This following step represents one model iteration of the metaheuristic algorithm. This iteration learns with a single model the initial model from the previous learning set (performance table and assignments of alternatives).

In [12]:
inst.num_model = 0 # initialization of the position of the model that is currently learning
execution_time = inst.run_mrsort()
print("Time (s) : %f" % execution_time) # computational time of the running

Time (s) : 0.097778


We show the parameters of the model learned :

In [13]:
inst.model2.bpt.display()
inst.model2.cv.display()
print("lambda\t%.7s" % inst.model2.lbda) 

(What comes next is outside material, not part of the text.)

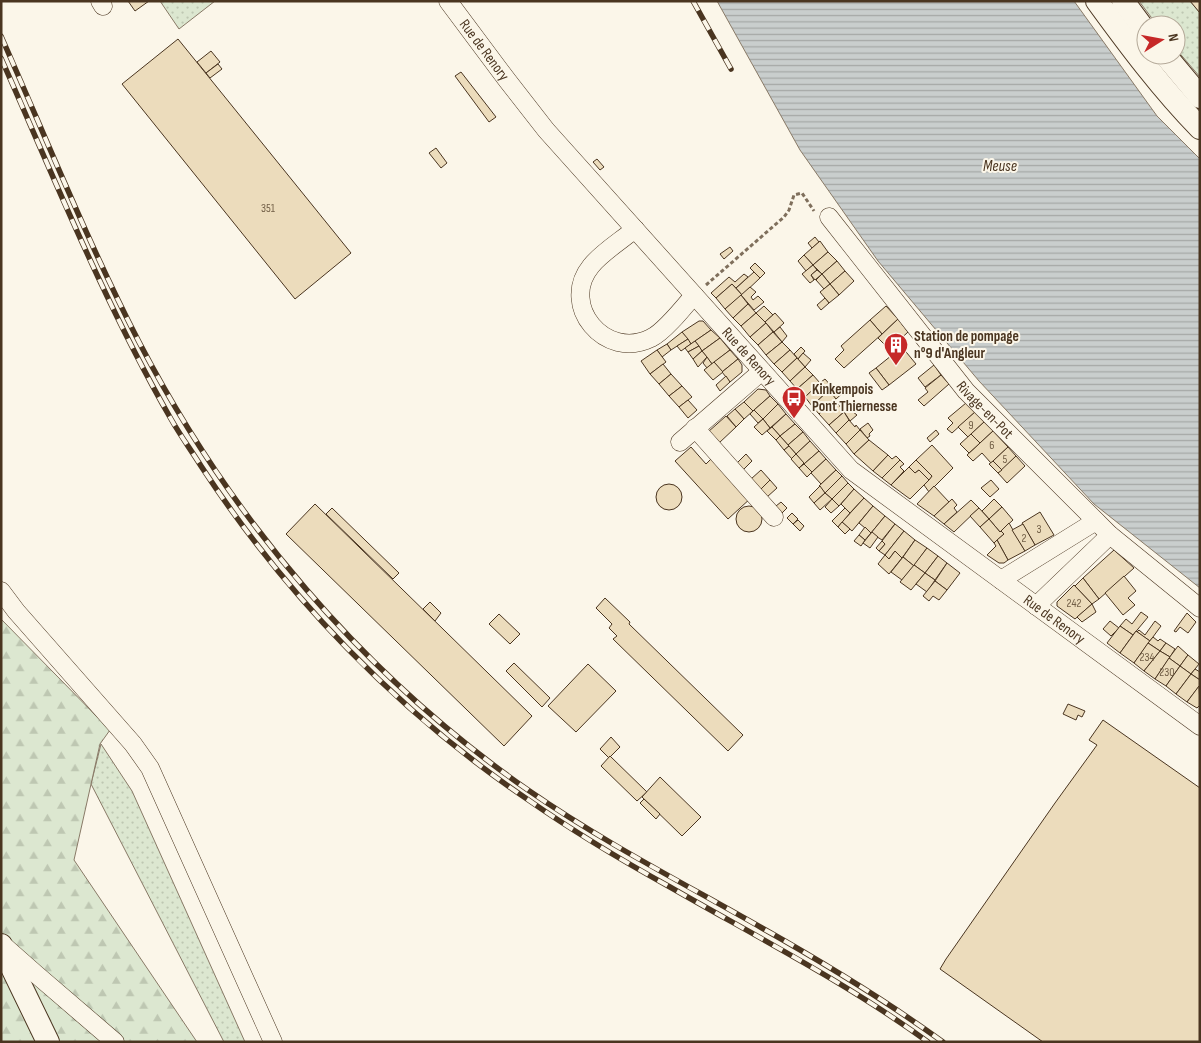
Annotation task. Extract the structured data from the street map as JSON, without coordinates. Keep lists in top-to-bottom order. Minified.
{"streets":{"street":["Rue de Renory","Rivage-en-Pot"]},"water":["Meuse"],"places":{"building":["Station de pompage n°9 d'Angleur"],"bus stop":["Kinkempois Pont Thiernesse"]},"house_numbers":["351","9","6","5","3","2","242","234","230"],"north":"right"}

        c1   c1d    c2      c3      c4    c5 
b1 0.14701 0.886 0.379 0.97901 0.26301 0.707 
      c1   c1d    c2    c3     c4    c5 
w 0.0001     0     0     0 0.9999     0 
lambda	1.0


#### Step 6 : validate the learning of the random model

We can calculate the rate of validation of the model (which is the percentage for the learned model to find the good classifications compared to assignments given by the original model) regarding the learning set.

In [14]:
ca_v,cag_v = inst.eval_model_validation() # calculating the validation rate
print("validation rate : %f" % ca_v)

validation rate : 1.000000


We can also draw the confusion matrix of the validation phase :

In [15]:
matrix = compute_confusion_matrix(inst.aa, inst.aa_learned, inst.model.categories) # construction of the confusion matrix
print_confusion_matrix(matrix, inst.model.categories) # printing the confusion matrix

     cat2 cat1 
cat2   40    0 
cat1    0   60 


#### Step 7 : test the learned algorithm on a benchmarch of alternatives examples

Analogously, we can calculate the test rate (which is the percentage for the learned model to find the good classification compared to right assignments given by the original model) regarding a test set.

In [16]:
ao_tests,al_tests,ca_t,cag_t = inst.eval_model_test()
print("test rate : %f" % ca_t)

test rate : 0.973800


#### Step 8 : show the important results

In order to show the final results, we need to achieve all the tests ; in fact, until now we only compute one learned model. Therefore, it is important to carry out the runnings and yield *nb_models* learned models. To do so, we can straightforwardly execute :  

In [17]:
inst.run_mrsort_all_models()

In [18]:
DATADIR

'/Users/pegdwendeminoungou/python_workspace/MRSort-jupyter-notebook'

As a result, all the tests are done and we have also generated a csv file summarizing the tests and giving details of each one. This file is found on the directory *rand_valid_test_na100_nca2_ncr5-0_dupl1* visible from the root directory of this notebook. The file name begins with "valid_test_dupl...." .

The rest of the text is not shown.